An NMR Experimental Study and Model Validation on Capillary Condensation of Hydrocarbons Confined in Shale Gas Condensate Reservoirs

Abstract Unlike conventional gas reservoirs, shale gas reservoirs contain organic mesopores that have pore sizes ranging from 2 to 50 nm. These organic pores may cause capillary condensation of confined hydrocarbons due to the non-negligible capillary pressure. A novel phase equilibrium model has been developed to quantify effects of pore size distribution on the phase behavior of confined hydrocarbons, including the occurrence of capillary condensation.

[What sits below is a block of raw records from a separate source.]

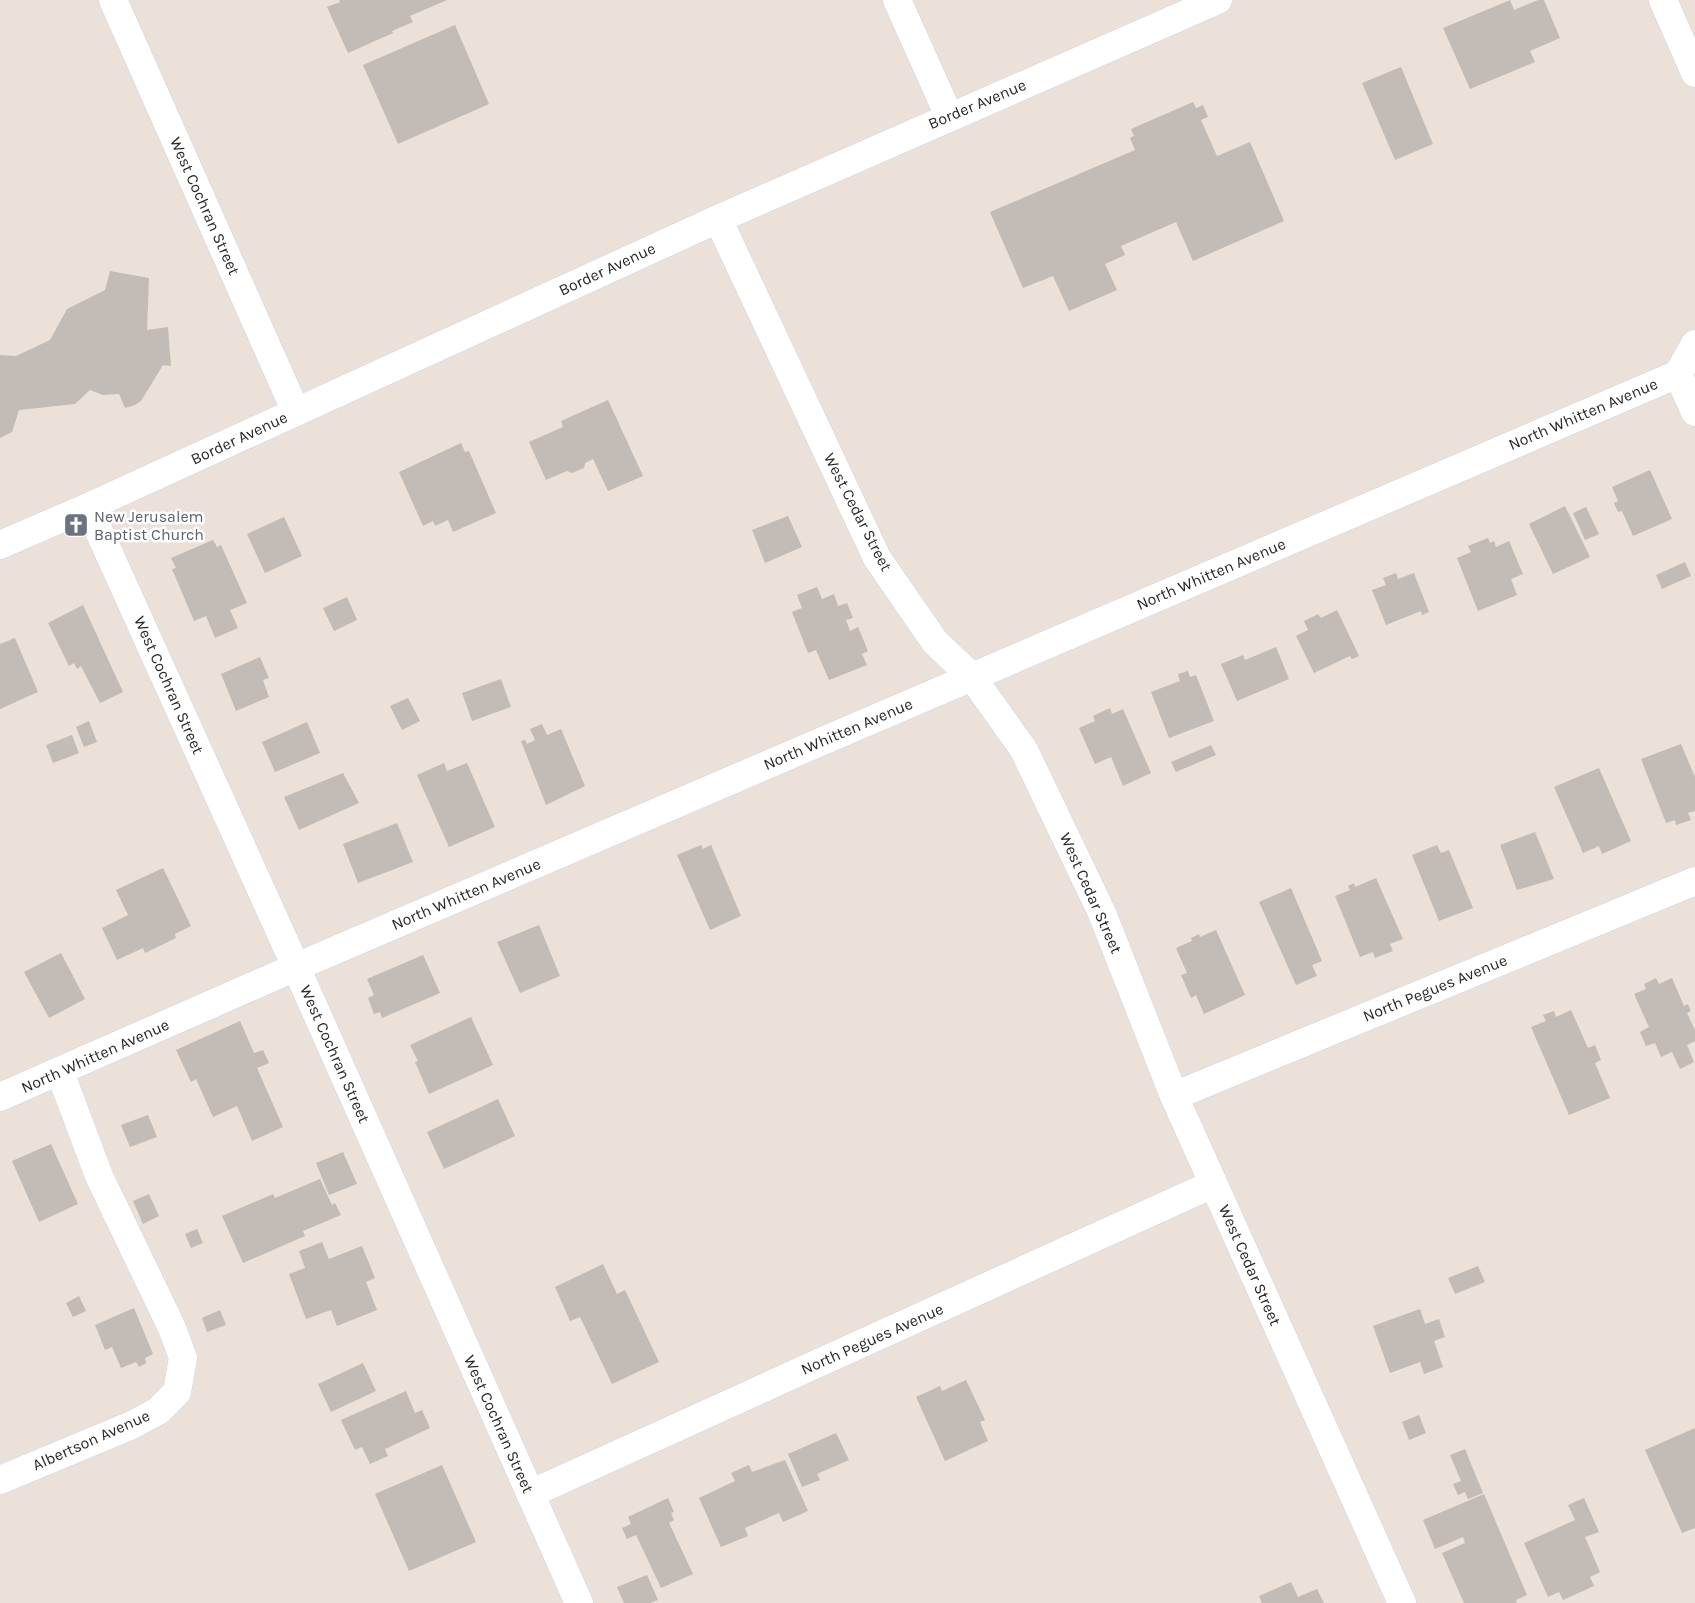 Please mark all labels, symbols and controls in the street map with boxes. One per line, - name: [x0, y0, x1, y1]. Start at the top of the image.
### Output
- street label: Border Avenue: [925, 75, 1029, 133]
- street label: West Cochran Street: [166, 134, 244, 278]
- street label: Border Avenue: [556, 238, 658, 300]
- street label: North Whitten Avenue: [1506, 374, 1660, 454]
- street label: Border Avenue: [188, 407, 290, 469]
- street label: West Cedar Street: [820, 450, 896, 574]
- place label: New Jerusalem Baptist Church: [94, 507, 204, 544]
- church icon: New Jerusalem Baptist Church: [63, 512, 89, 538]
- street label: North Whitten Avenue: [1134, 534, 1288, 614]
- street label: West Cochran Street: [130, 613, 208, 757]
- street label: North Whitten Avenue: [761, 694, 915, 774]
- street label: West Cedar Street: [1056, 830, 1126, 956]
- street label: North Whitten Avenue: [389, 854, 543, 934]
- street label: North Pegues Avenue: [1360, 950, 1510, 1026]
- street label: West Cochran Street: [296, 982, 374, 1126]
- street label: North Whitten Avenue: [18, 1015, 172, 1097]
- street label: West Cedar Street: [1215, 1202, 1285, 1328]
- street label: North Pegues Avenue: [798, 1299, 946, 1379]
- street label: West Cochran Street: [460, 1352, 538, 1496]
- street label: Albertson Avenue: [29, 1406, 153, 1474]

However, it remains a challenge to assess the phase behavior of confined hydrocarbons by laboratory experiments. This is because the conventional pressure-volume-temperature (PVT) method measures the phase behavior of a bulk fluid. Here, we employ low- and high-field nuclear magnetic resonance (NMR) techniques to experimentally probe the capillary effect on phase behavior using retrograde condensates in synthetic porous media and shale rock samples. In low-field NMR experiments, water-wet porous glass and oil-wet polymer-based spherical activated carbon (PBSAC) beads are used as porous media. NMR relaxation times are used to observe the occurrence of capillary condensation for pure and mixed hydrocarbons at room temperature under controlled pressure. High-field NMR is employed to gain further sensitivity and resolution for the phase behavior of a confined methane-butane mixture. NMR spectroscopic signatures of the dew point were identified, enabling the comparison of dew-point pressures of the bulk hydrocarbons and hydrocarbons confined in grinded shale rock. NMR-measured dew point of confined hydrocarbons is ~115 psi higher than that of bulk phase. This pressure shift agrees well with simulation results. In summary, we present NMR experimental studies and model validation on the capillary condensation effect, showing a shift of dew-point pressures of confined hydrocarbons mixtures in porous media. The agreement between NMR and simulation results validates the novel phase equilibrium model implemented in the newly developed PVT simulation software. The lab measurements and model validation results show that a) oil-wet is one key condition for the occurrence of capillary condensation of confined hydrocarbons; b) the shift of an upper dew-point pressure of hydrocarbons confined in shale rock can be tens of psi to slightly over 100 psi for the retrograde condensate system being used; c) the phase equilibrium model is valid for modeling phase behavior of multi-component hydrocarbons confined in mesopores.